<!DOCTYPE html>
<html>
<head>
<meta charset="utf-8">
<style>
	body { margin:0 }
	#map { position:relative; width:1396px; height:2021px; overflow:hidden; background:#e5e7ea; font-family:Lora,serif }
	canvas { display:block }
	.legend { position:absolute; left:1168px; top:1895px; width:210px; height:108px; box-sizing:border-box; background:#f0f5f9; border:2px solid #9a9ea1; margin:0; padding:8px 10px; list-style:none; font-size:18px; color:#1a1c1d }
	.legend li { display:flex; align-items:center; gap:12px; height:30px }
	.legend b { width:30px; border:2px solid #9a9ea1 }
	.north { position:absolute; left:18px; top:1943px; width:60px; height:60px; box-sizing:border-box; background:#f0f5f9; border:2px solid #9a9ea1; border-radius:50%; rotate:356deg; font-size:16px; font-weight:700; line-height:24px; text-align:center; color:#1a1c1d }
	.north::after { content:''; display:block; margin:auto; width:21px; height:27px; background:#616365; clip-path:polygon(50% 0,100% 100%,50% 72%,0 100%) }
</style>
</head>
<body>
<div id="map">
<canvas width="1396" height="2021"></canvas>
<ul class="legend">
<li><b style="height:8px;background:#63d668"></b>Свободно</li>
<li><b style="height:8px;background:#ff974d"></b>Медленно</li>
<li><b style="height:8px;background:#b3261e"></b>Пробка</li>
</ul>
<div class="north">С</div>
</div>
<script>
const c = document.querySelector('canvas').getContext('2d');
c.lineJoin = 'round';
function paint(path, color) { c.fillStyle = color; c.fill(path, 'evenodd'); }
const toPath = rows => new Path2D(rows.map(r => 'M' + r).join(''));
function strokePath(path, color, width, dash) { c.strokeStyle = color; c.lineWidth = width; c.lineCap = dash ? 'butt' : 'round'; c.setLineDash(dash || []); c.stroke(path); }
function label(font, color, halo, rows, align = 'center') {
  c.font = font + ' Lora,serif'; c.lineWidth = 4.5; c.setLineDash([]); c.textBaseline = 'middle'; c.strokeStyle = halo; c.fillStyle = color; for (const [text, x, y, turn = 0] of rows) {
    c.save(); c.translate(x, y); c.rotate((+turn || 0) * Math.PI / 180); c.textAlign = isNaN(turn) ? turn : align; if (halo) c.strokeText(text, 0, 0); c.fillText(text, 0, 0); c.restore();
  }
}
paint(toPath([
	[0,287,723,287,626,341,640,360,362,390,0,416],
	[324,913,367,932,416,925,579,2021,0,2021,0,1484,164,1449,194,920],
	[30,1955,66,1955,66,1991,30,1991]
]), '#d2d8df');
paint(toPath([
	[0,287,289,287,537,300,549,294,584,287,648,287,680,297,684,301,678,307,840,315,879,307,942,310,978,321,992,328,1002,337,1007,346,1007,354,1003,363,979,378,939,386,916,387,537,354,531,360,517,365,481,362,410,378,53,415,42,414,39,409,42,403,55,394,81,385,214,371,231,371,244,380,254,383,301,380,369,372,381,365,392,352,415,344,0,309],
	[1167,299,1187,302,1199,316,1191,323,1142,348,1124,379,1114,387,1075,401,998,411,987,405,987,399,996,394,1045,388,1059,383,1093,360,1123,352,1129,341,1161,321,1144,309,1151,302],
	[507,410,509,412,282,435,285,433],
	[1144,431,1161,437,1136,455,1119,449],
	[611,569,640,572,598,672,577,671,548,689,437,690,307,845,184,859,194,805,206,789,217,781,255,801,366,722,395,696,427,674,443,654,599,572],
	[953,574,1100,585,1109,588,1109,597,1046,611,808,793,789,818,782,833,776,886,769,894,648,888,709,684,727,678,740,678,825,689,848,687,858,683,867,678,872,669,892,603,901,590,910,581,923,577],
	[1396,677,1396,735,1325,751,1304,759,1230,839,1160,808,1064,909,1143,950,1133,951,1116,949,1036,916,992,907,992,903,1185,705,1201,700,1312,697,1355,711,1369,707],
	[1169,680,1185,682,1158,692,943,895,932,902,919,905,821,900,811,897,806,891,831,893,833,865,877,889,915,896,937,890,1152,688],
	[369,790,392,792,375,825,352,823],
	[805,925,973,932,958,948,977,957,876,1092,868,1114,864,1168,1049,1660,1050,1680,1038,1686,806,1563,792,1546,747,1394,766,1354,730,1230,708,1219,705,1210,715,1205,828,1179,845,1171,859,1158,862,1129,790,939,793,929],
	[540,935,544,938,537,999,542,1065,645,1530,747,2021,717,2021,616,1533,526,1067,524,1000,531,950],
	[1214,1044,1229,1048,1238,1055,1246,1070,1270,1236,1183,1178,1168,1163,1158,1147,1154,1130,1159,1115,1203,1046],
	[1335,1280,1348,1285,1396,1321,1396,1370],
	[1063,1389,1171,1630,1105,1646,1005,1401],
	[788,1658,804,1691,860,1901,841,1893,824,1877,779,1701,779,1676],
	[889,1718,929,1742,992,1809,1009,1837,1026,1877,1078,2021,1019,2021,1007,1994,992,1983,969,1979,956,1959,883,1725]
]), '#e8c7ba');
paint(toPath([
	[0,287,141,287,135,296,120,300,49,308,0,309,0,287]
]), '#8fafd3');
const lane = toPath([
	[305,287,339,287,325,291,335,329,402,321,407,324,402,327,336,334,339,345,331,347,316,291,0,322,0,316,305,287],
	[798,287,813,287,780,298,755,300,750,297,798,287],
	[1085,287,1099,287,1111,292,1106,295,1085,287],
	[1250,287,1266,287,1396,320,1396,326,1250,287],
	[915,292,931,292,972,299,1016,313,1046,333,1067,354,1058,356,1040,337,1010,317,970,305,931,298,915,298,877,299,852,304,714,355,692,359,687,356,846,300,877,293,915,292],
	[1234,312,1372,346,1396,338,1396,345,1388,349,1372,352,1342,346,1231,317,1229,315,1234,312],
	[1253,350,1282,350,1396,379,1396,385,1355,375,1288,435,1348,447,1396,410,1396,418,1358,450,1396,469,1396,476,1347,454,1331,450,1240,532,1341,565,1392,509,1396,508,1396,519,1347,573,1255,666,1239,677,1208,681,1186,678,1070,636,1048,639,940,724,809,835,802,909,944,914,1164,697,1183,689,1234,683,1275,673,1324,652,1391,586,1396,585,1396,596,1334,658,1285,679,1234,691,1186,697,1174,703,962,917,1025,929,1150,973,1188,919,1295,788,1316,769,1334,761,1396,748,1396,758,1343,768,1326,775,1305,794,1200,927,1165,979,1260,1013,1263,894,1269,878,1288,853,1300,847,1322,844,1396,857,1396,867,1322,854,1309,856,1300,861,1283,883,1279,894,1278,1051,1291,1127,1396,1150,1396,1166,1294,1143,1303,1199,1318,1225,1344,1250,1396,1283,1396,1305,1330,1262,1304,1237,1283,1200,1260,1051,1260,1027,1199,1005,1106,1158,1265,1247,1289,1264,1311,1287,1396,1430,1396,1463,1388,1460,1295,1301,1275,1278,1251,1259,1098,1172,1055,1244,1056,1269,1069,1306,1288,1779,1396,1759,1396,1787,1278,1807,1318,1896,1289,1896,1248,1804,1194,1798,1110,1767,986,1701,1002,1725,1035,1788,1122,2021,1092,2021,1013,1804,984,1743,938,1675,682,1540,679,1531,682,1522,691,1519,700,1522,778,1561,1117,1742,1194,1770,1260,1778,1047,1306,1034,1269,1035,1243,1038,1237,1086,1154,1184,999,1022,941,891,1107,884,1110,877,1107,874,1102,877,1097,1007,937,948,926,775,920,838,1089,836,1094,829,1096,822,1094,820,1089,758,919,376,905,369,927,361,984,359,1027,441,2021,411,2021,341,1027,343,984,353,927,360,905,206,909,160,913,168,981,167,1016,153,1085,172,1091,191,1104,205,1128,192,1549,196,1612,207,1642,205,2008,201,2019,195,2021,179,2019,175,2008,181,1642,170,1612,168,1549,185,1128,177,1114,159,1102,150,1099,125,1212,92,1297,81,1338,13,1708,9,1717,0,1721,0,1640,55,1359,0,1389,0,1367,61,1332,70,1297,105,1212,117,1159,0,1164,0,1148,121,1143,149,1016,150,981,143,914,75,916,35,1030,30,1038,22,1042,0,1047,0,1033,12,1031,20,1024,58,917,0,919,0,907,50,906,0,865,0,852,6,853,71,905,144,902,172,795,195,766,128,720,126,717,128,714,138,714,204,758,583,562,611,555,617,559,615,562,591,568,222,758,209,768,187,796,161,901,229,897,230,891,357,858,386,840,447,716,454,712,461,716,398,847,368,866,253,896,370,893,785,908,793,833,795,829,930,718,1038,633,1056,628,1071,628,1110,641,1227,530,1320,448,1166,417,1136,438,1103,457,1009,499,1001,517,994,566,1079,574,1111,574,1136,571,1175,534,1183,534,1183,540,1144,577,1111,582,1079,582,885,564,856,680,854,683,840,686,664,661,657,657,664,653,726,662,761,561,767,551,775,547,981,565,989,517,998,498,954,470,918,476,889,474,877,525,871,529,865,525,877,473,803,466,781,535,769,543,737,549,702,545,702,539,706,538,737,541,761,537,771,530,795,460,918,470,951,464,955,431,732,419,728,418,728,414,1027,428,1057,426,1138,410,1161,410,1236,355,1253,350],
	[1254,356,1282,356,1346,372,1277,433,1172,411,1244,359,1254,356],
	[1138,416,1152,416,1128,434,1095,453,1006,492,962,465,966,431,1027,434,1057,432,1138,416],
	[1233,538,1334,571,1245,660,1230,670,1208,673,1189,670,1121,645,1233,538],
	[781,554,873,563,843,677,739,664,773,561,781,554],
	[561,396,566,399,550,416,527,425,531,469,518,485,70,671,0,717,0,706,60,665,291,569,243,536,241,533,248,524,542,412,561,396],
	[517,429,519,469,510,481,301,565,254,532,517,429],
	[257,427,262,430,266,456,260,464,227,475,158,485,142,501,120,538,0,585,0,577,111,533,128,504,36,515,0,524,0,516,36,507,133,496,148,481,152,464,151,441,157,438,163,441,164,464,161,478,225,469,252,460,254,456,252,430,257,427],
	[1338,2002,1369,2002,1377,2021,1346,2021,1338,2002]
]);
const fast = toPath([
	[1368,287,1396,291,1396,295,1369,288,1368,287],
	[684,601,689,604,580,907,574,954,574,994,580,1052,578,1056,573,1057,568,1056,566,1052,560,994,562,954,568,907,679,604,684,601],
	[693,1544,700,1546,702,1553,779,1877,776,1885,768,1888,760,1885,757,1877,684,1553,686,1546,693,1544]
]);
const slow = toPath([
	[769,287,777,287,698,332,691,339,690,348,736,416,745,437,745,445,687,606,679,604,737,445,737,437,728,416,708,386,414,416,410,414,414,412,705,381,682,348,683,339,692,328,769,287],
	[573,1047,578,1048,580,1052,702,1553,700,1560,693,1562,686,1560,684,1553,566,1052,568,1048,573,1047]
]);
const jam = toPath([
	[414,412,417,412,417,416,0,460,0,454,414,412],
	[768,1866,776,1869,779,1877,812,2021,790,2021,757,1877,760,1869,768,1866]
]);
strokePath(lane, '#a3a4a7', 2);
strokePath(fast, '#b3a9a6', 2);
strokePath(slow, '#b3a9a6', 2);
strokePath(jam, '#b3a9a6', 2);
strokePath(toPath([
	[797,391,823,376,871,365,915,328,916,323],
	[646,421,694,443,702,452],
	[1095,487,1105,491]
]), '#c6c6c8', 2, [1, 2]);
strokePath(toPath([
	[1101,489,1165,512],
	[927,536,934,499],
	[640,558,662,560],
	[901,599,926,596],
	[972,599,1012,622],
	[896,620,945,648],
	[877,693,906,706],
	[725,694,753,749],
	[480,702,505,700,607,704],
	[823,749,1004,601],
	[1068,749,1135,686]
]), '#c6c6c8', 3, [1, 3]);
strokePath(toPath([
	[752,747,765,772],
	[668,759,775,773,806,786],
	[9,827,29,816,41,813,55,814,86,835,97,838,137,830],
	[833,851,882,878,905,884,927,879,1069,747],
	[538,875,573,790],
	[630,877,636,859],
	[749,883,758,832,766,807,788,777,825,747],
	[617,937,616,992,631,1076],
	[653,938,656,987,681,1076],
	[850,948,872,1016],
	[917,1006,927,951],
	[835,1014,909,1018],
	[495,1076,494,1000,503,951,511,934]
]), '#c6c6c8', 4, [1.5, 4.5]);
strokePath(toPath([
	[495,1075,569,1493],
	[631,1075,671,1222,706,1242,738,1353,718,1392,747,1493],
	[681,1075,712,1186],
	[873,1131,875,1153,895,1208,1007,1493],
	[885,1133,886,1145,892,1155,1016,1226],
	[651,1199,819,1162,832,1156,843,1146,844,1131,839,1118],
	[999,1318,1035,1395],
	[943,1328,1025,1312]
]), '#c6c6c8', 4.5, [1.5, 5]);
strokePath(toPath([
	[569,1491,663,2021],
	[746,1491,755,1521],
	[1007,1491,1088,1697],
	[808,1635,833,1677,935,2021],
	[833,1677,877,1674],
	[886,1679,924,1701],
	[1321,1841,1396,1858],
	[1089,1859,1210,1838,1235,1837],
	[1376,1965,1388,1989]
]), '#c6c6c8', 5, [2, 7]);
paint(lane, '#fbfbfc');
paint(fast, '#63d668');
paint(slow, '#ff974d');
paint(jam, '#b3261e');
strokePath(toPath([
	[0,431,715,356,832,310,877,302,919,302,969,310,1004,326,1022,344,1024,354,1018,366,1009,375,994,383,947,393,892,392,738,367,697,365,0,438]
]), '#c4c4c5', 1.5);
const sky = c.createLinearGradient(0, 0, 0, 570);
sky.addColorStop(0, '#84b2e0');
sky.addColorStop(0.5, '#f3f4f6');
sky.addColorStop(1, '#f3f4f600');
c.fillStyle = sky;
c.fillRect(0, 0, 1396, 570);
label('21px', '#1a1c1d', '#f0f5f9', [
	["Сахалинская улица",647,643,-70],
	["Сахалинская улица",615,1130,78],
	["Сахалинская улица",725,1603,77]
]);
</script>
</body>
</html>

Your assignment
Reproduce each line of the records in which the string "halo" appears.

Answer for the task
function label(font, color, halo, rows, align = 'center') {
  c.font = font + ' Lora,serif'; c.lineWidth = 4.5; c.setLineDash([]); c.textBaseline = 'middle'; c.strokeStyle = halo; c.fillStyle = color; for (const [text, x, y, turn = 0] of rows) {
    c.save(); c.translate(x, y); c.rotate((+turn || 0) * Math.PI / 180); c.textAlign = isNaN(turn) ? turn : align; if (halo) c.strokeText(text, 0, 0); c.fillText(text, 0, 0); c.restore();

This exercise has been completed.